# [Your goal]
Your reply should be a single number, the count of lines in the records that contain "JSON".

(Stored items)
-*-
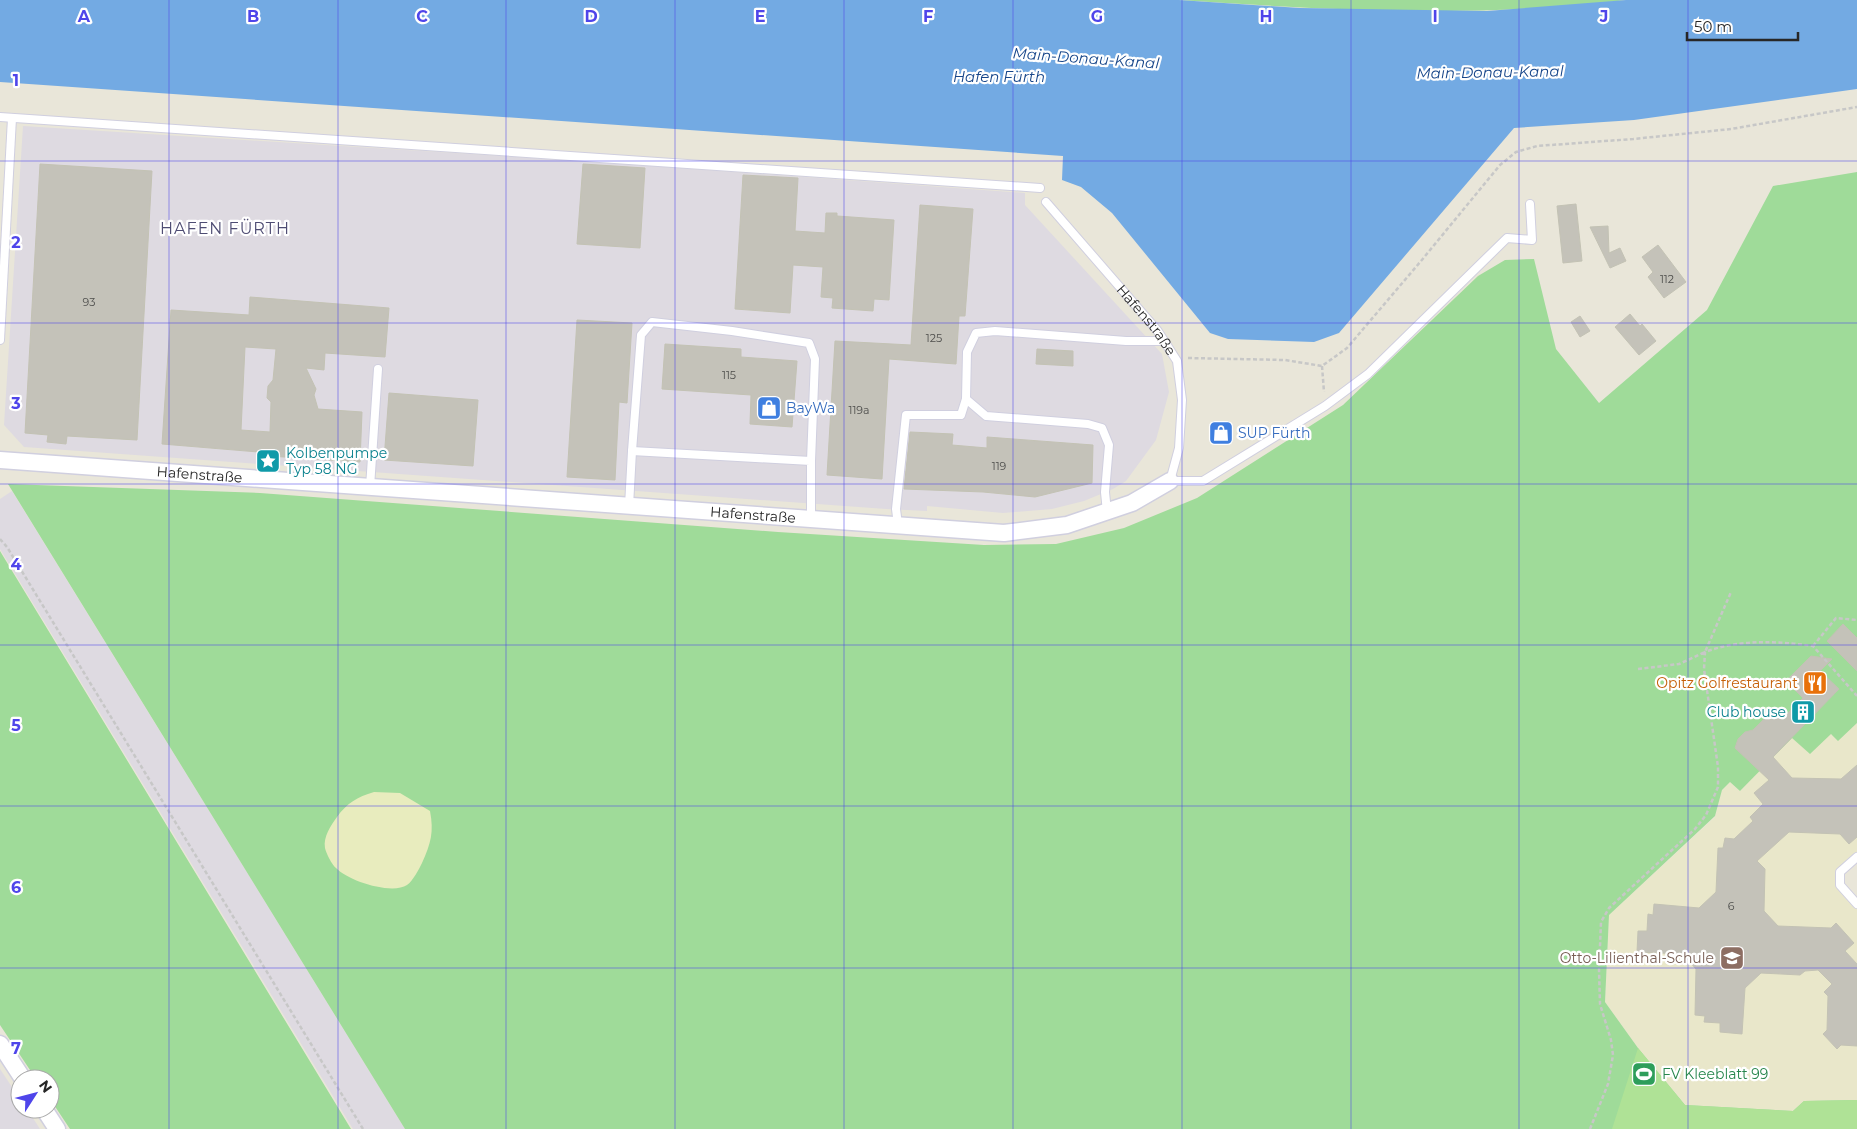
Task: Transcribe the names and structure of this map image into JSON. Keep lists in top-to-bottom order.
{
  "streets": {
    "street": ["Hafenstraße"]
  },
  "districts": ["HAFEN FÜRTH"],
  "water": ["Main-Donau-Kanal", "Hafen Fürth"],
  "places": {
    "shop": ["BayWa", "SUP Fürth"],
    "place": ["Kolbenpumpe Typ 58 NG"],
    "restaurant": ["Opitz Golfrestaurant"],
    "building": ["Club house"],
    "school or university": ["Otto-Lilienthal-Schule"],
    "sports": ["FV Kleeblatt 99"]
  },
  "house_numbers": [
    "112",
    "93",
    "125",
    "115",
    "119a",
    "119",
    "6"
  ],
  "scale_bar": "50 m",
  "north": "top right",
  "grid": {
    "columns": [
      "A",
      "B",
      "C",
      "D",
      "E",
      "F",
      "G",
      "H",
      "I",
      "J"
    ],
    "rows": [
      "1",
      "2",
      "3",
      "4",
      "5",
      "6",
      "7"
    ]
  }
}
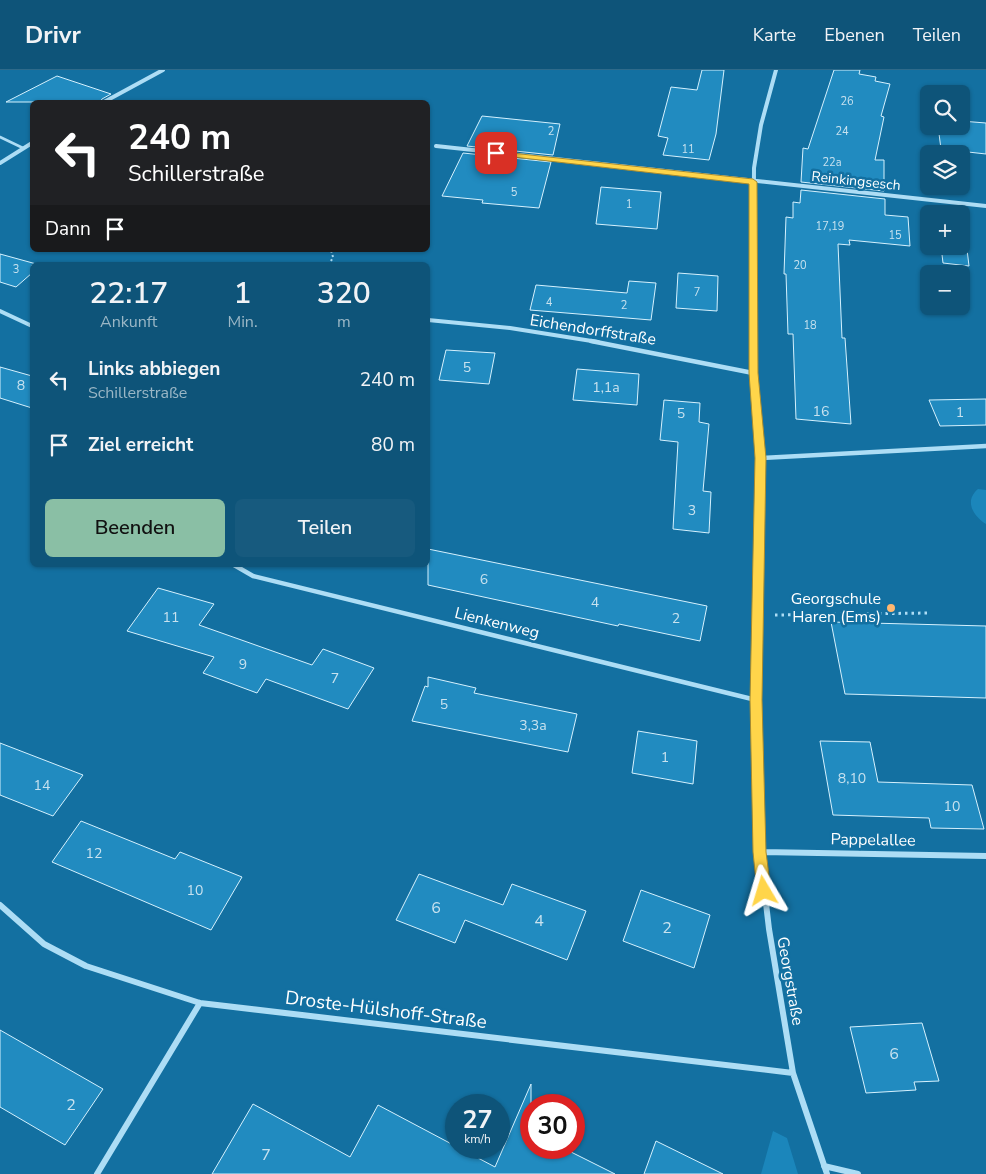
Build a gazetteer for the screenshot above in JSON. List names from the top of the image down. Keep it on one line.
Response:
{"streets":{"street":["Reinkingsesch","Eichendorffstraße","Lienkenweg","Pappelallee","Georgstraße","Droste-Hülshoff-Straße"]},"crossings":[["Reinkingsesch","Georgstraße"],["Eichendorffstraße","Georgstraße"],["Lienkenweg","Georgstraße"],["Pappelallee","Georgstraße"],["Georgstraße","Droste-Hülshoff-Straße"]],"places":["Georgschule Haren (Ems)"],"house_numbers":["26","2","24","11","22a","5","1","17,19","15","20","3","7","4","2","18","5","8","1,1a","16","1","5","3","6","4","11","2","9","7","5","3,3a","1","8,10","14","10","12","10","6","4","2","6","2","7"],"page":{"header":"Drivr","nav":["Karte","Ebenen","Teilen"],"map_buttons":["+","−"],"turn":["240 m","Schillerstraße"],"then":"Dann","eta":["22:17","Ankunft","1","Min.","320","m"],"list":[{"name":"Links abbiegen","note":"Schillerstraße","value":"240 m"},{"name":"Ziel erreicht","value":"80 m"}],"buttons":["Beenden","Teilen"],"speed":"27 km/h","limit":"30"}}
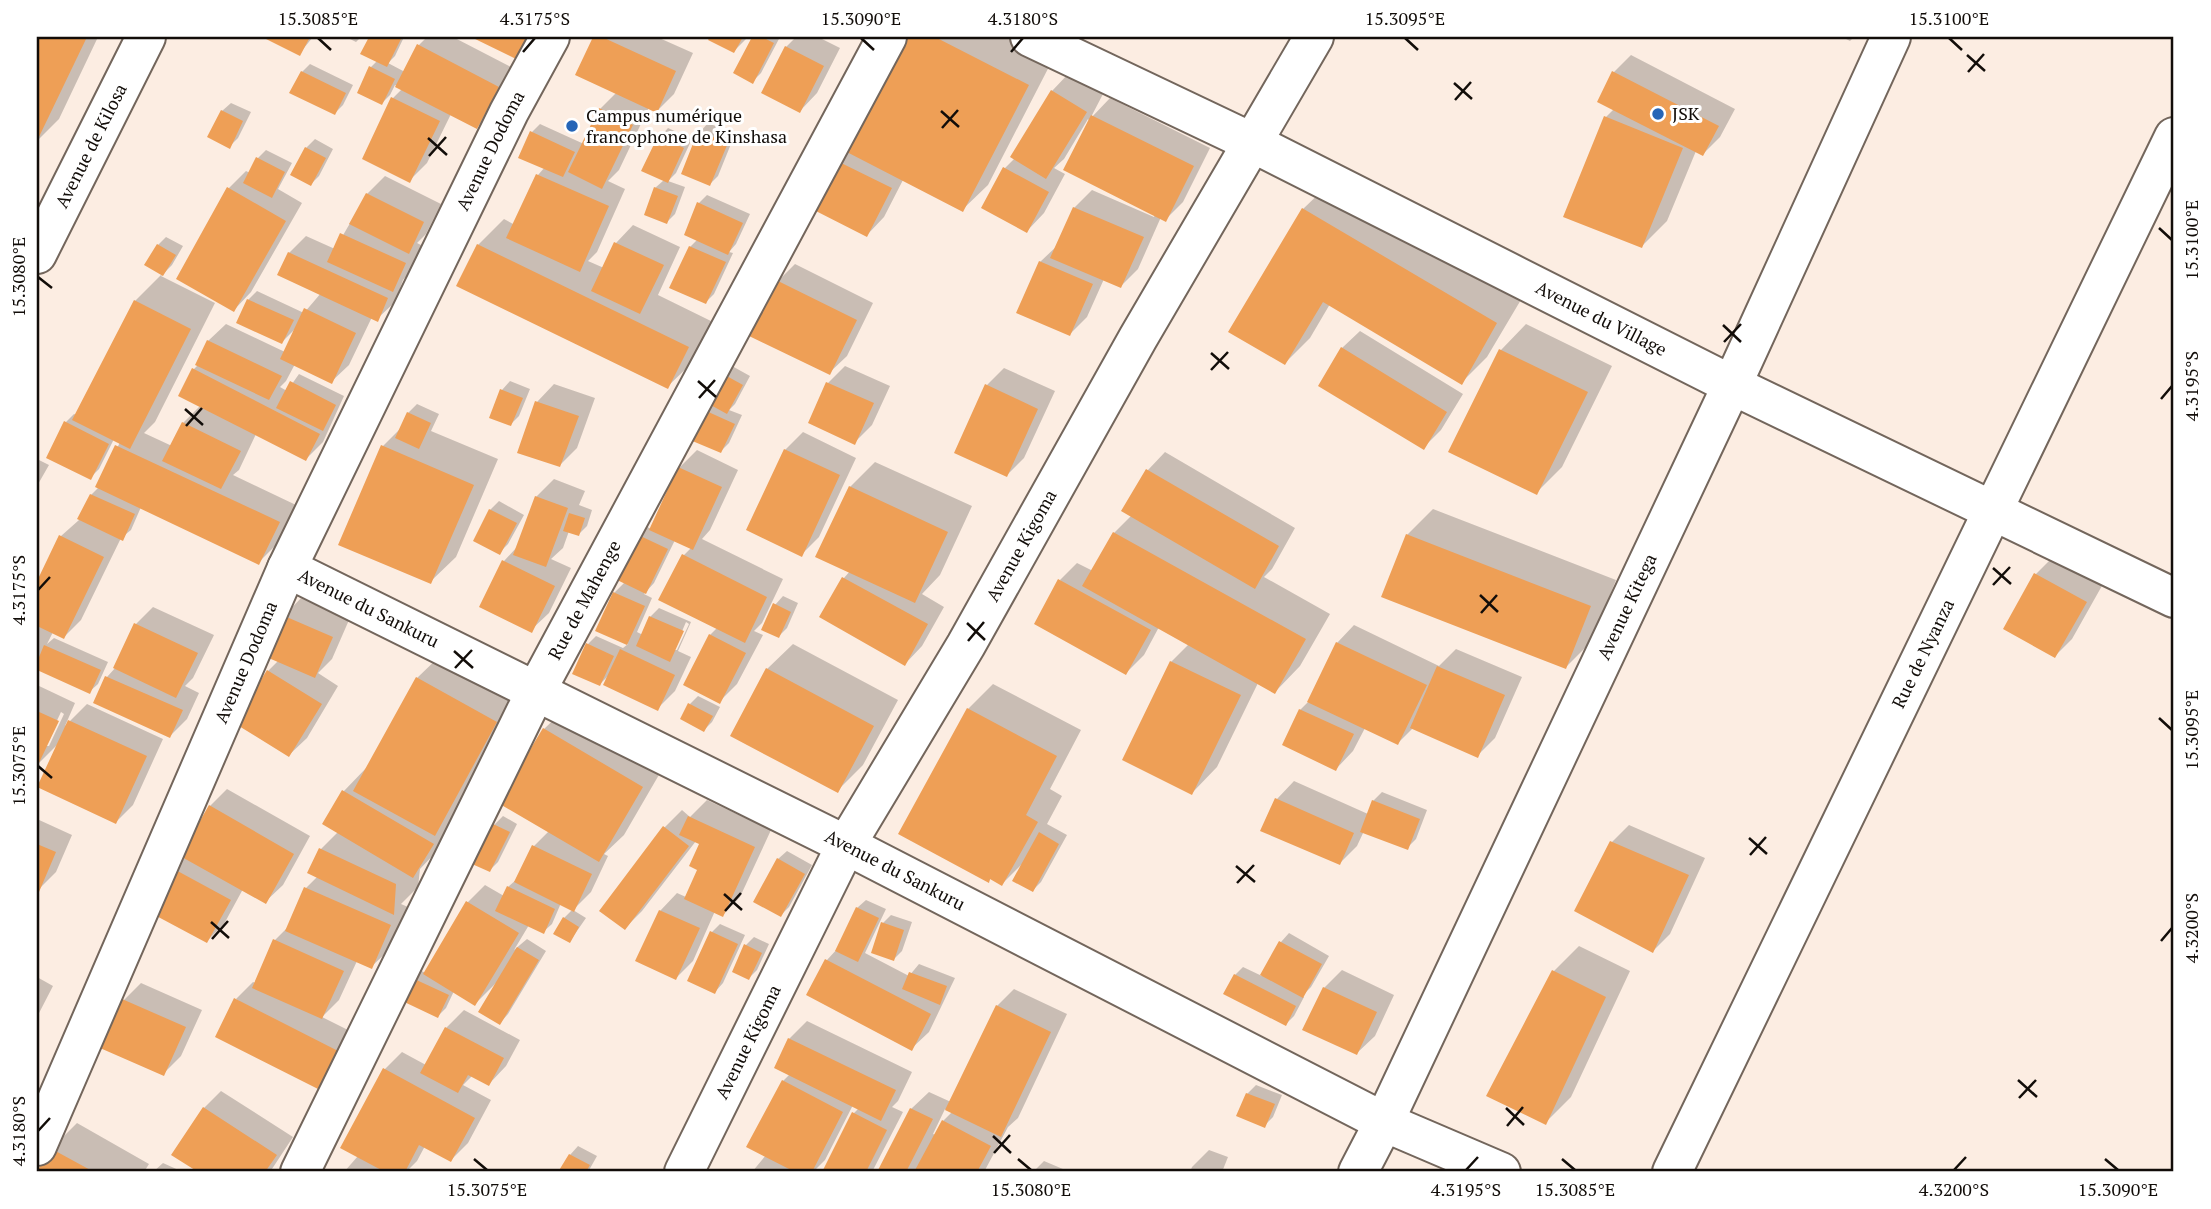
-*-
# [Response area]
2